I am calling for help as we are struggling with a strange problem: often when indexing a bulk of data, thousands of tiny segments with only one doc in each are created. This brings the cluster to its knees by consuming all the CPU on the impacted nodes, often disrupting the service.
Here is the situation:
- We have 3 servers (16 cores/1.2TB SSD/128GB RAM each) with 3 instances of ES 1.7.1 each (24G RAM per instance)
- Our index holds 1.6 Billion records in 10 shards with 1 replica, totalizing 1.2TB on disk
- This makes about 700 segments in normal conditions
- It is queried at about 150-200 queries per second
- Every hour, a few millions of records are added or updated, in bulk mode, using 8 parallel connections. This takes between 5 and 20 min.

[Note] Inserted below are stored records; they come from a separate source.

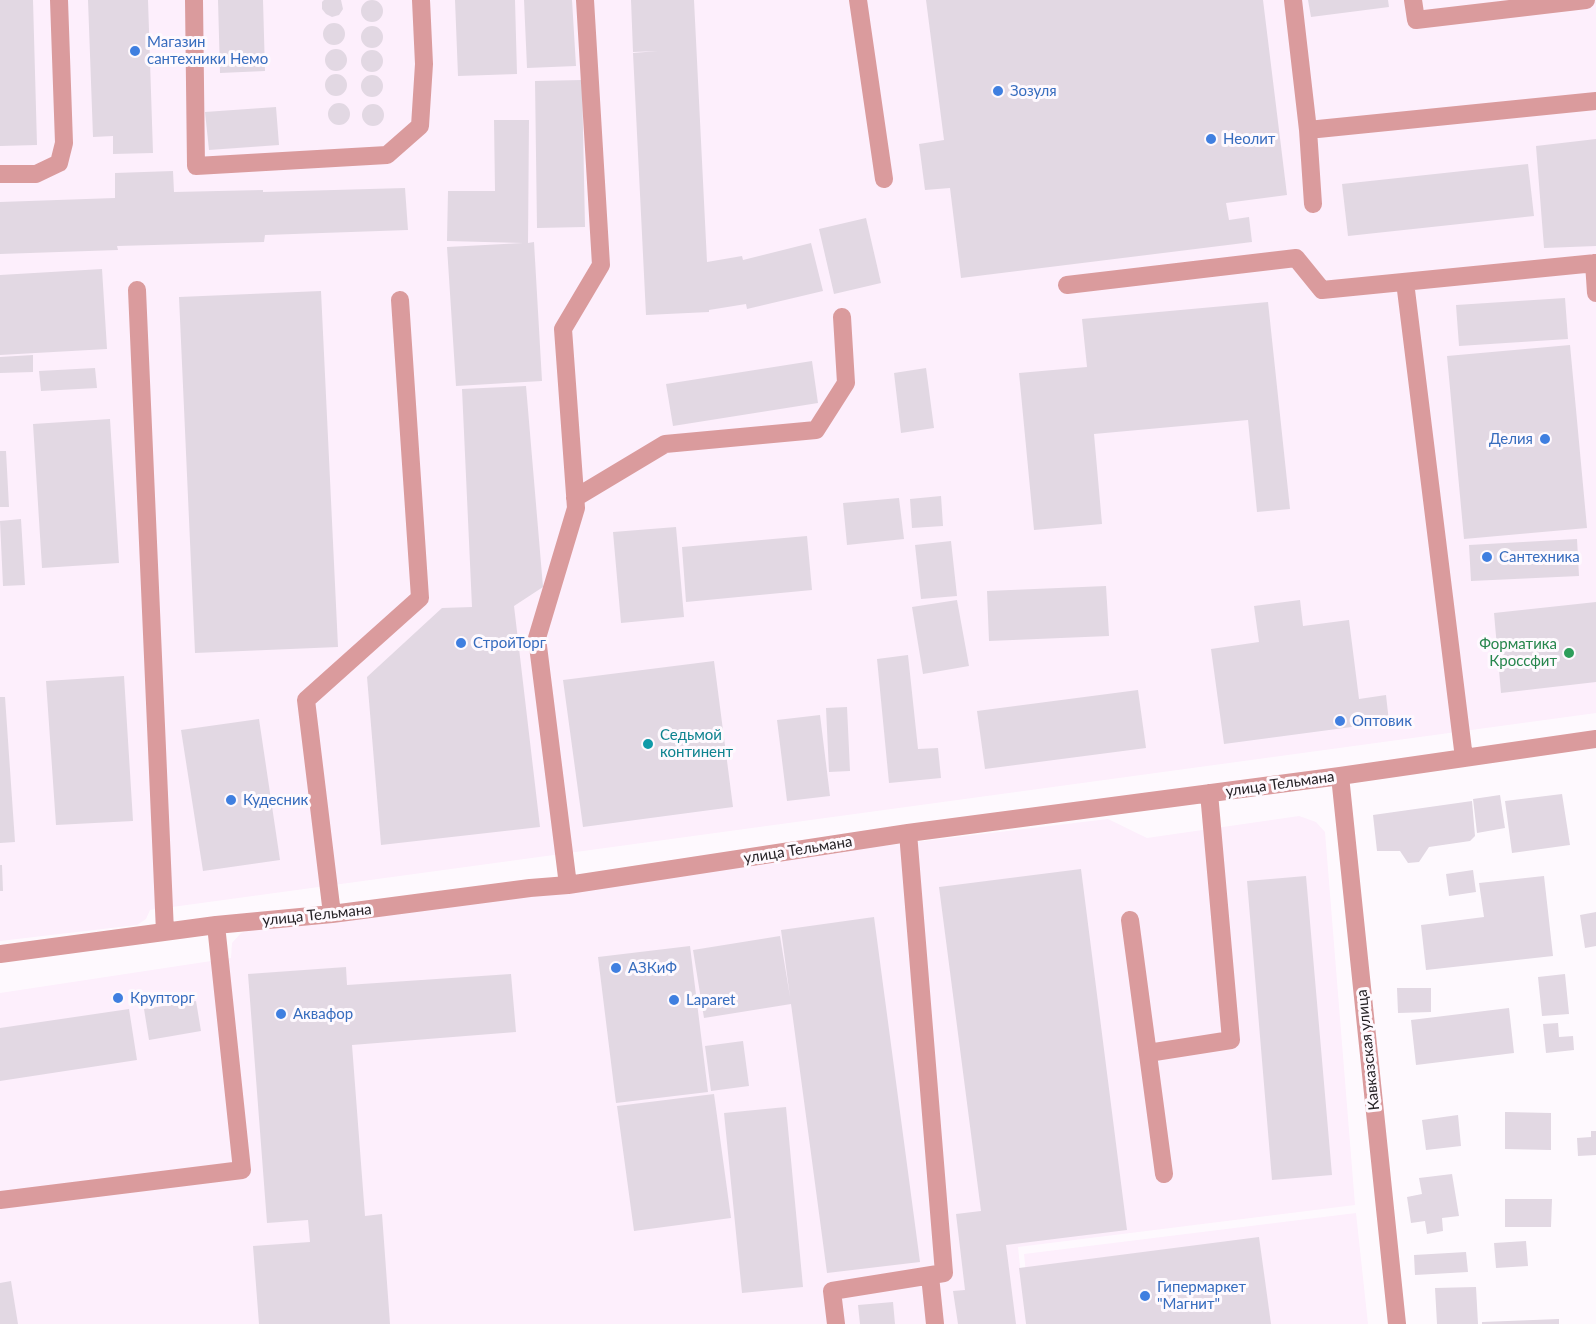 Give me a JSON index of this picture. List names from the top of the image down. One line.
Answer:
{"streets":{"street":["улица Тельмана","Кавказская улица"]},"crossings":[["улица Тельмана","Кавказская улица"]],"places":["Магазин сантехники Немо","Зозуля","Неолит","Делия","Сантехника","СтройТорг","Форматика Кроссфит","Оптовик","Седьмой континент","Кудесник","АЗКиФ","Крупторг","Laparet","Аквафор","Гипермаркет \"Магнит\""]} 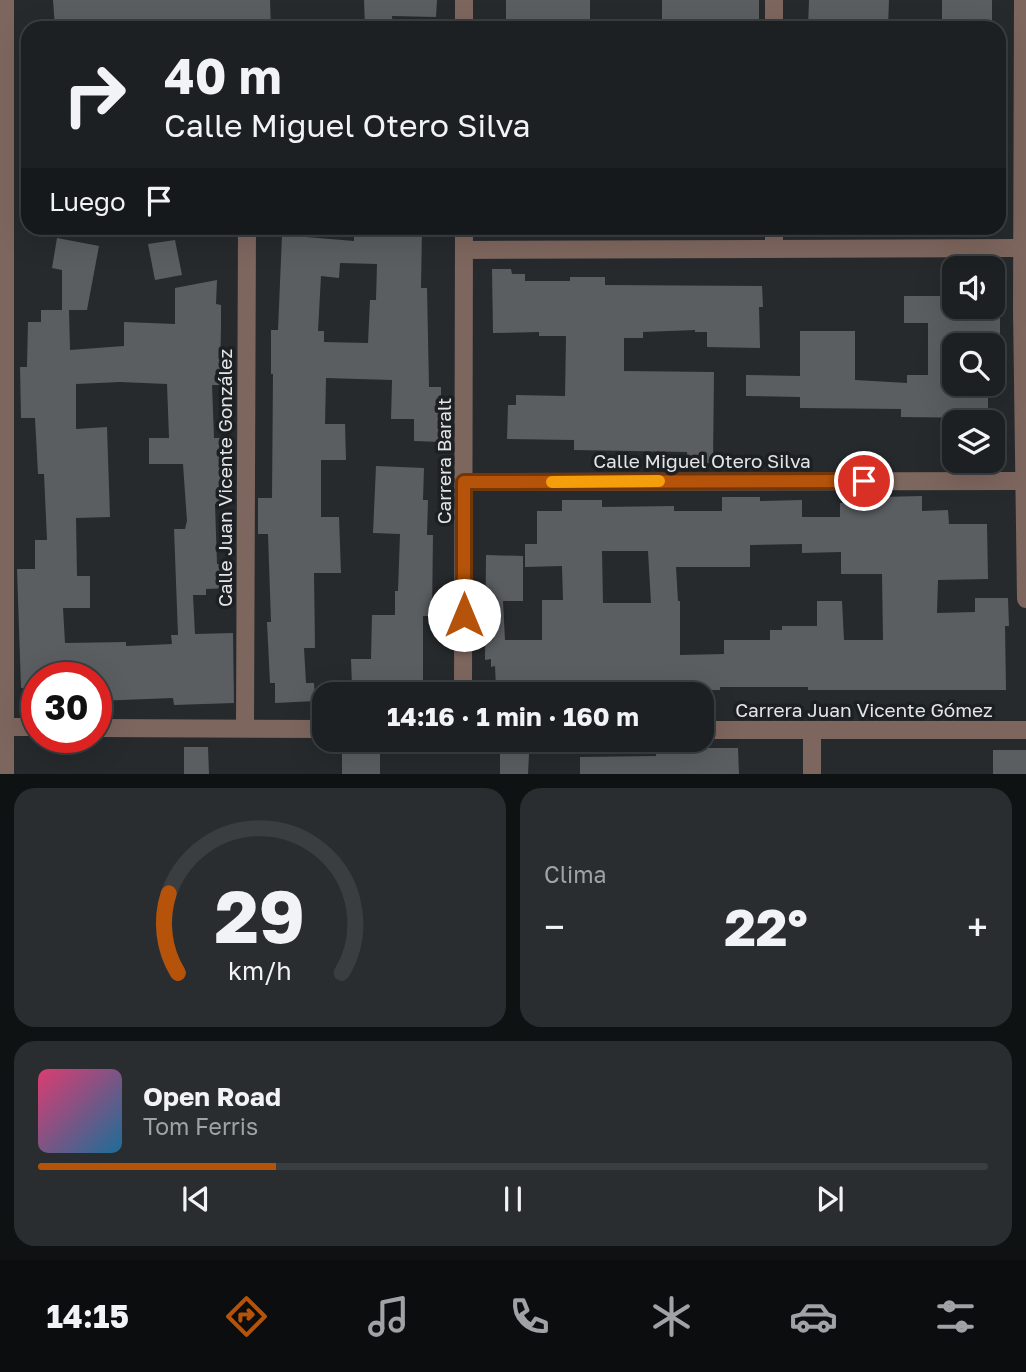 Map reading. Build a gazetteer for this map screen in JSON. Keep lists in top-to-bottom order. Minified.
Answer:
{"streets":{"street":["Calle Miguel Otero Silva","Carrera Baralt","Calle Juan Vicente González","Carrera Juan Vicente Gómez"]},"crossings":[["Calle Miguel Otero Silva","Carrera Baralt"]],"page":{"turn":["40 m","Calle Miguel Otero Silva"],"then":"Luego","limit":"30","trip":"14:16 · 1 min · 160 m","tile":"Clima","heat":["−","22°","+"],"song":["Open Road","Tom Ferris"],"tabs":"14:15","gauge":["29","km/h"]}} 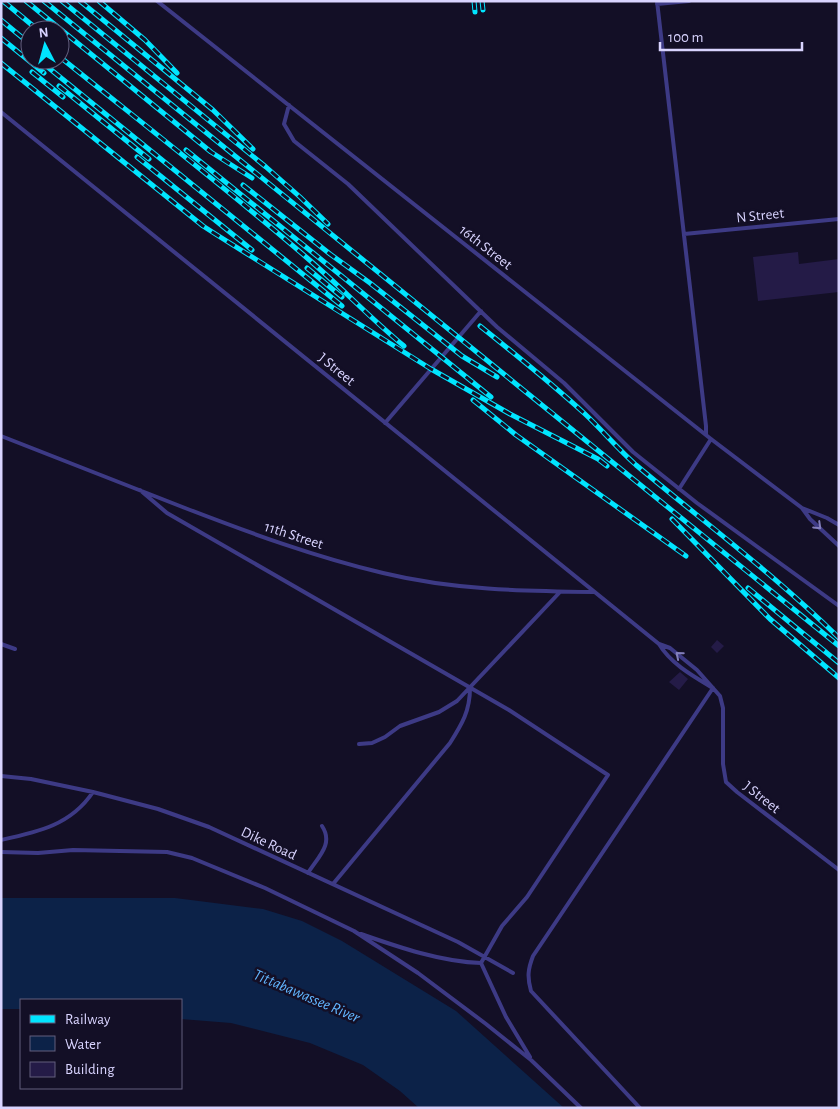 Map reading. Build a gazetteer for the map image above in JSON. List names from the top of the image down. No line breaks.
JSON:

The problem arise every hour during the bulk indexing. During the first few minutes, a huge number of segments are created (I have seen up to 6000) that hold only one document each. After that, the ES instance holding those segments use so much CPU that it is almost unresponsive, which slows own the other instances on the same server and sometimes even disrupts the service.
After a few minutes of very heavy CPU usage, the segments are finally merged (the count goes down to a normal ~ 700) and everything goes back to normal.
Is this a bug ? It appears to me that a segment should rarely hold only one doc...
Do you have advice on what settings to tune to avoid this problem ? We have already tried different refresh intervals (-1, 1s, 10s, 30s) and different merge throttling throughputs (from unlimited down to 10MBps) but the problem still occurs almost every time.
Thanks for your wisdom !